Nací en una importante acería de Suiza, aunque mi vida transcurrió en una barbería de Turín. Cuando abrí los ojos a la vida me sentí orgullosa. Afortunadamente no sufriría el triste destino de otras navajas condenadas a menesteres vulgares, siempre en manos de rudos campesinos que igual cortan tocino que desuellan a un conejo. Mi amo me conservaba afilada y con una sutil capa de aceite para mantenerme brillante.
Sólo me manejaba el dueño; un experto barbero hábil en el arte del rasurado y malabarista de las palabras, zalamerías y halagos. Recuerdo aquella mañana. Yo descansaba en mi estuche de terciopelo azul. Entró un cura joven que hablaba con simpatía y sonreía. Ocupó el sillón. Carlos, el pequeño aprendiz de diez años, le hizo una reverencia y se apresuró a enjabonarle la cara. El sacerdote dialogó con el chaval como si le conociera de toda la vida. Había tanto afecto en sus palabras que el aprendiz, huérfano de padre, cambió su ademán triste por una sonrisa. Cuando el reverendo estuvo enjabonado, el muchacho se retiró. El afeitado correspondía al maestro…

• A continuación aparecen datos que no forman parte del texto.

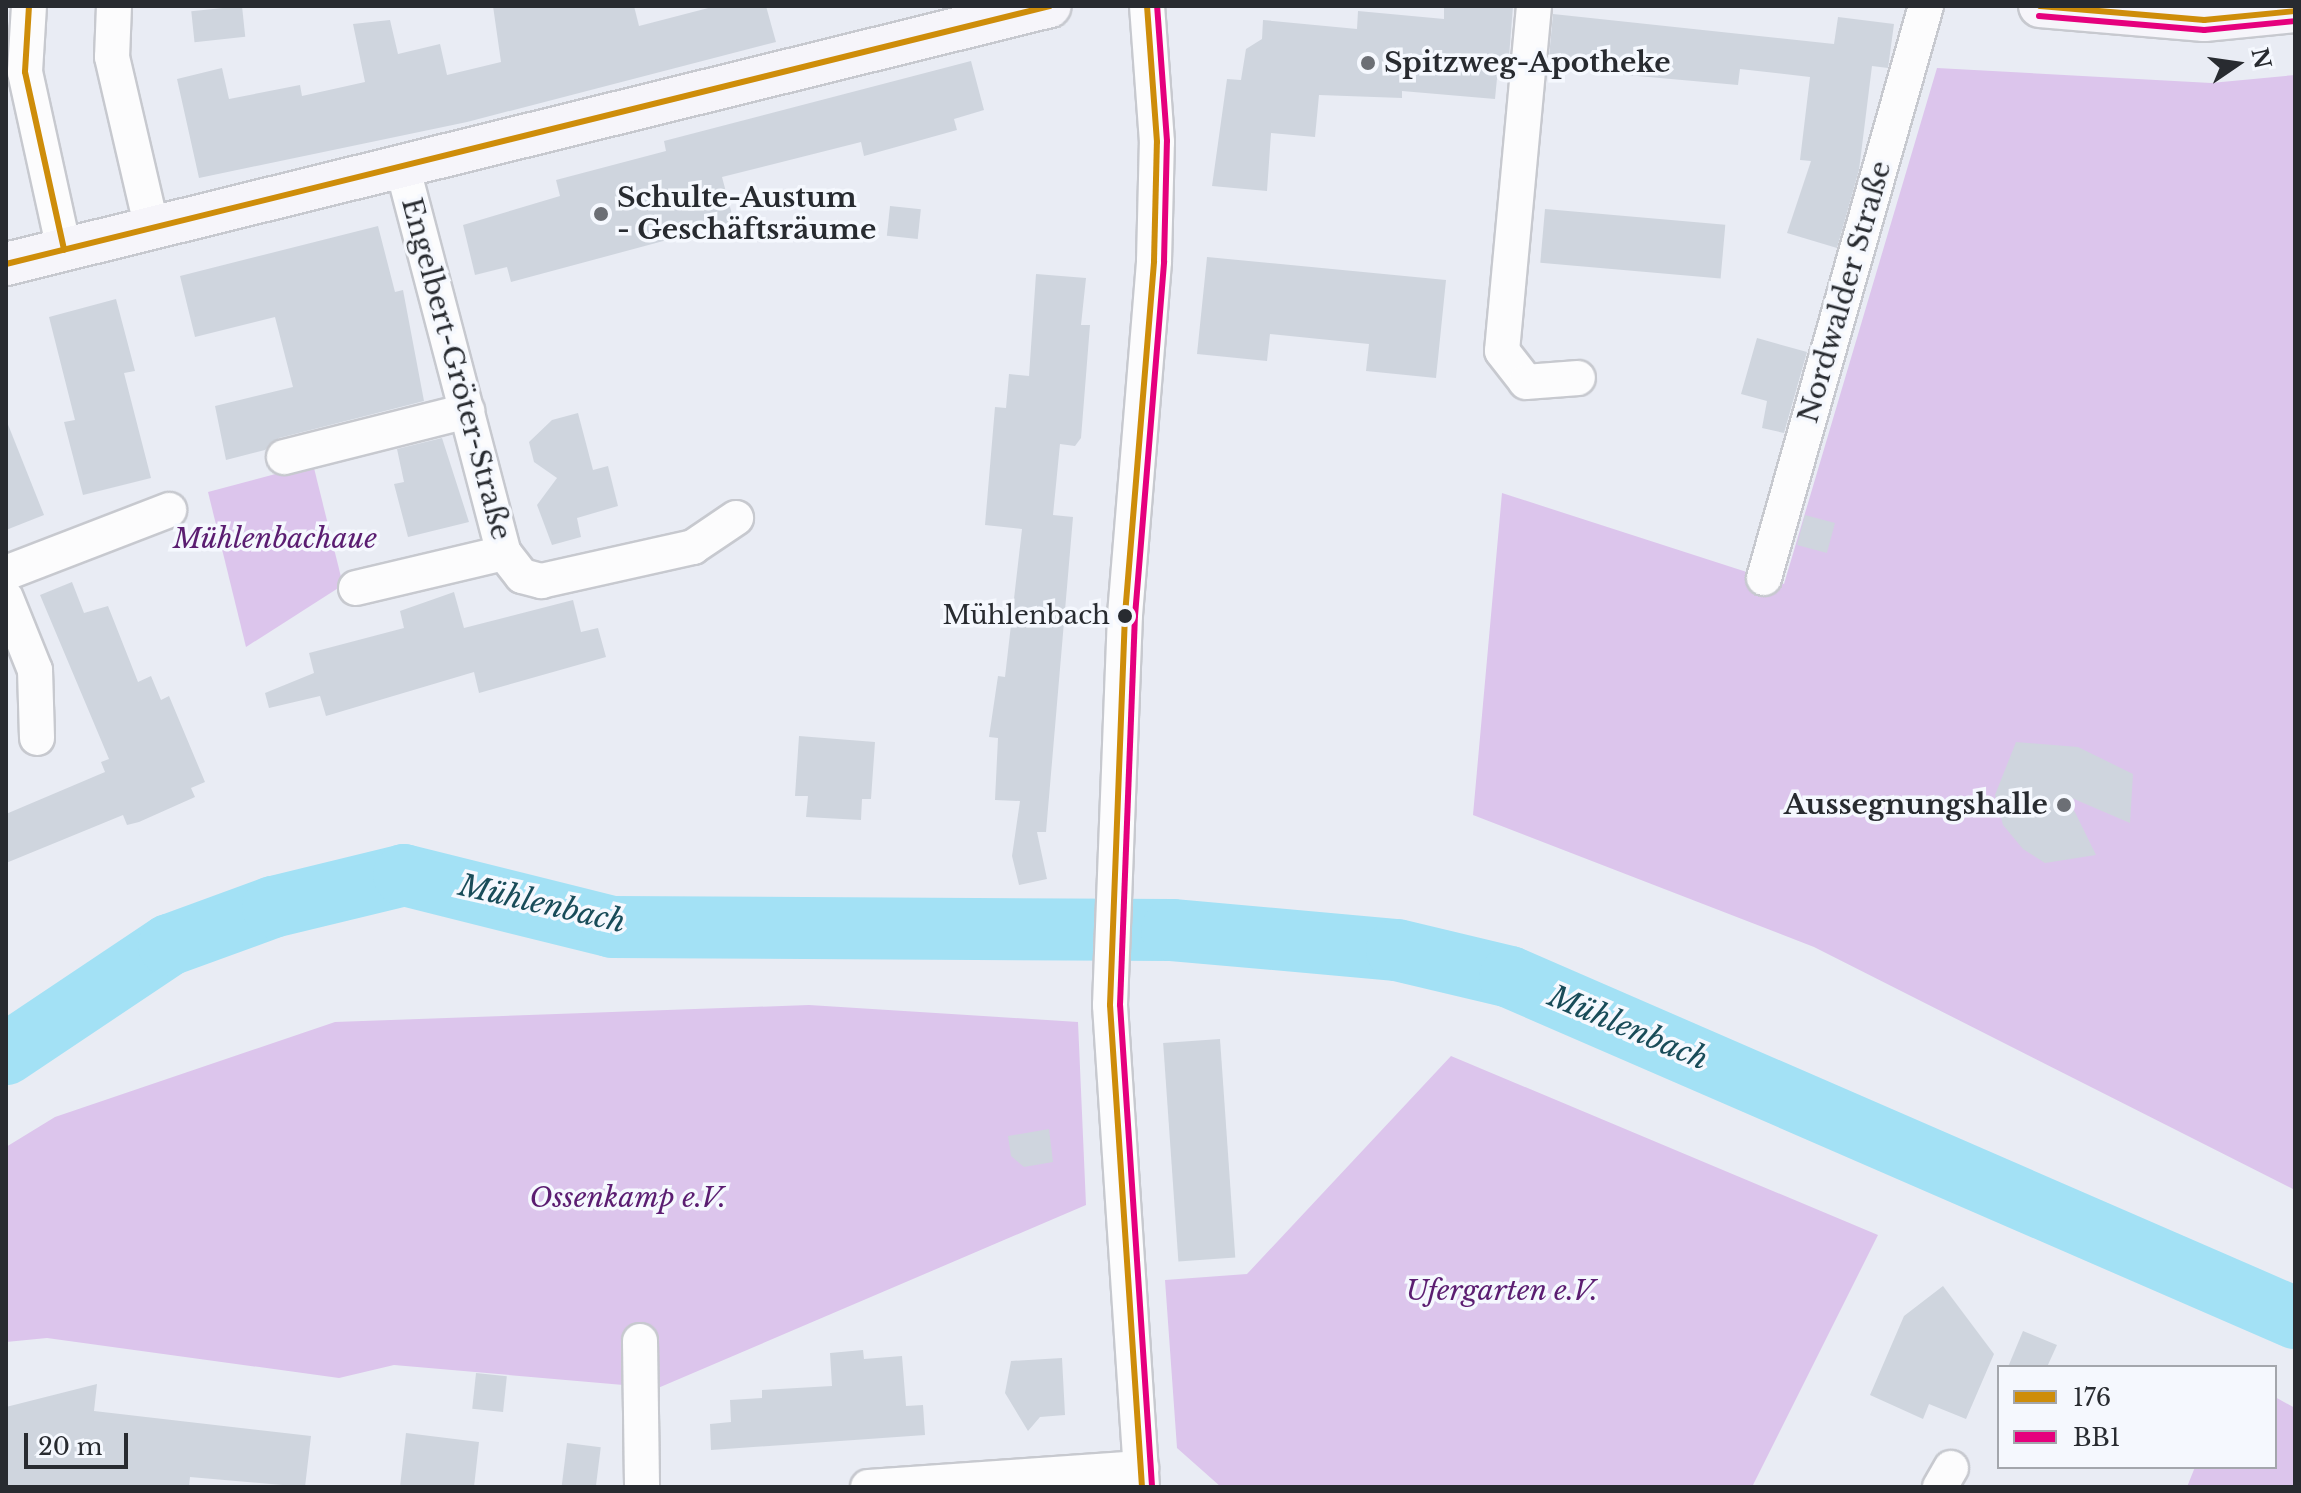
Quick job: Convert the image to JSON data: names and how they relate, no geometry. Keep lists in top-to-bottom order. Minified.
{"streets":{"street":["Nordwalder Straße","Engelbert-Gröter-Straße"]},"water":["Mühlenbach"],"parks":["Mühlenbachaue","Ossenkamp e.V.","Ufergarten e.V."],"places":["Spitzweg-Apotheke","Schulte-Austum - Geschäftsräume","Mühlenbach","Aussegnungshalle"],"lines":["transit line 176","transit line BB1"],"legend":["176","BB1"],"scale_bar":"20 m","north":"right"}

De pronto el sacerdote dijo con voz entusiasta: ¡Hala, Carlos, coge la navaja y comienza a afeitarme! Carlos dudó. Luego me tomó con mano temblorosa. El dueño quiso rescatarme, pero la decisión del cliente era firme. Segundos después comencé el peor afeitado de mi vida. A Carlos le temblaba la mano. Yo hacía equilibrios sobre la piel curtida de aquel cura, que más parecía la de un campesino que la de un ministro de Dios. Salvé como pude la mejilla. Pero al llegar al mentón, ¡zas!, un corte. El hilillo de sangre asustó al aprendiz, preocupó al dueño e hizo reír al sacerdote. Azorado el chaval, desencajado el barbero y sonriente el cura… terminé yo por perder el control de mi filo. Cinco fueron los tajos que el dueño intentó restañar colocando pedacitos de papel de fumar sobre ellos.

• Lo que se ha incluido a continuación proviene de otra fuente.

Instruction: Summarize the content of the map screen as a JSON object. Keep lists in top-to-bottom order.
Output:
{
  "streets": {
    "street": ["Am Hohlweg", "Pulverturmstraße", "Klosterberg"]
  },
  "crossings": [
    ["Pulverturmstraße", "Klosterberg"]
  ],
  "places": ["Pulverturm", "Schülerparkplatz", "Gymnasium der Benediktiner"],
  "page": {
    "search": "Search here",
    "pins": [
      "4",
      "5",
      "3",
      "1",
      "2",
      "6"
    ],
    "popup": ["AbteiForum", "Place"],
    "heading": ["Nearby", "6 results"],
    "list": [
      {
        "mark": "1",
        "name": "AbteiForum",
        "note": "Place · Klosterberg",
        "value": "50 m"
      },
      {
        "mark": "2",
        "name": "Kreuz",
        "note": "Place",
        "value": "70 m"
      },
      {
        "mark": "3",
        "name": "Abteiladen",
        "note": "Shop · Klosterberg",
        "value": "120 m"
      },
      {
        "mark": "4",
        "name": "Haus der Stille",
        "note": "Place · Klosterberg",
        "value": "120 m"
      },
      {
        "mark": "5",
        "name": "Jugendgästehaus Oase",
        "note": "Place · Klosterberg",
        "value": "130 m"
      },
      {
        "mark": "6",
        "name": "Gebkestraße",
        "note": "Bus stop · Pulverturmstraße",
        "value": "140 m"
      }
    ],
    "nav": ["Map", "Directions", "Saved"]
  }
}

Dos meses después falleció la madre del aprendiz. El dueño le despidió dejándole en la calle. Ese mismo día volví a ver al cura joven tras los ventanales… pero no entró ya a la barbería. Habló con el chaval, le ofreció un hogar y cambió su dolor por una sonrisa. Me hubiera gustado volver a sentir en mi acero aquellas manos de niño que temblaban.
Nota.- Año 1848. Don Bosco se encuentra con Carlos Gastini, aprendiz de barbero, que le afeita. Meses después queda huérfano y Don Bosco le acoge. Carlos Gastini será el primer impulsor de la Asociación de Antiguos Alumnos Salesianos.